REQUIREMENT
Pictures should be omitted from your copy. Everything else in the entries below must be restated word for word.

INFORMATION SUPPLIED
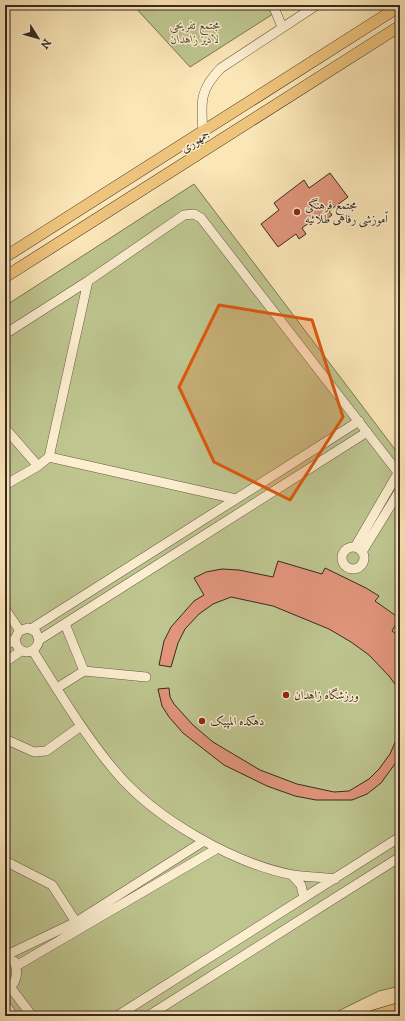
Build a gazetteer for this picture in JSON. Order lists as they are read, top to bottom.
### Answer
{
  "streets": {
    "main road": ["جمهوری"]
  },
  "parks": ["مجتمع تفریحی لادیز زاهدان"],
  "places": ["مجتمع فرهنگی ٱموزشی رفاهی طلائیه", "ورزشگاه زاهدان", "دهکده المپیک"],
  "north": "bottom right"
}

EXPECTED ANSWER
Build a gazetteer for this picture in JSON. Order lists as they are read, top to bottom.
### Answer
{
  "streets": {
    "main road": ["جمهوری"]
  },
  "parks": ["مجتمع تفریحی لادیز زاهدان"],
  "places": ["مجتمع فرهنگی ٱموزشی رفاهی طلائیه", "ورزشگاه زاهدان", "دهکده المپیک"],
  "north": "bottom right"
}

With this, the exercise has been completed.